• About this exercise
Examine each line of the data. Copy the line if it includes the word "Ranch".

Records for this task below:

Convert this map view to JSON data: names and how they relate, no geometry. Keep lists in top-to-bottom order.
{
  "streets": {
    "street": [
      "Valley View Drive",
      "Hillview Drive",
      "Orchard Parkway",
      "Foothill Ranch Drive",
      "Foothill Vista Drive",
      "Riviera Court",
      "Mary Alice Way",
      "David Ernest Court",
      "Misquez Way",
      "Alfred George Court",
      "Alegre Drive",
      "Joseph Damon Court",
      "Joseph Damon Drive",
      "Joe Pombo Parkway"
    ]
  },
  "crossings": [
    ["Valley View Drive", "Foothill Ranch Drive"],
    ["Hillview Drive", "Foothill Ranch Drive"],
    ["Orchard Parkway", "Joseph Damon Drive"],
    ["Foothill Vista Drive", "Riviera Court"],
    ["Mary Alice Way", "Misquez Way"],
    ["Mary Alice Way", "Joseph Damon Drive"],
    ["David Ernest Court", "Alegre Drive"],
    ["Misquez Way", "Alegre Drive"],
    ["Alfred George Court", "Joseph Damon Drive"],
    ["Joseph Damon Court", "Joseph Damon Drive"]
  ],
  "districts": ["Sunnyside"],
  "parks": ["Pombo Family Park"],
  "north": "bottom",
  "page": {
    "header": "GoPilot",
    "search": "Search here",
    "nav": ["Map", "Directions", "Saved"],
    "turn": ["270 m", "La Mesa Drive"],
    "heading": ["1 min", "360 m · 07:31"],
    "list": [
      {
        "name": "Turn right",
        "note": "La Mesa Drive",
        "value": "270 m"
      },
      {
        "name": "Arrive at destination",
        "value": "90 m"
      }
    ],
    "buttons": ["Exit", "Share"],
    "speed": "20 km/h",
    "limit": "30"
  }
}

End of Records for this task.

• Solution for this exercise
      "Foothill Ranch Drive",
    ["Valley View Drive", "Foothill Ranch Drive"],
    ["Hillview Drive", "Foothill Ranch Drive"],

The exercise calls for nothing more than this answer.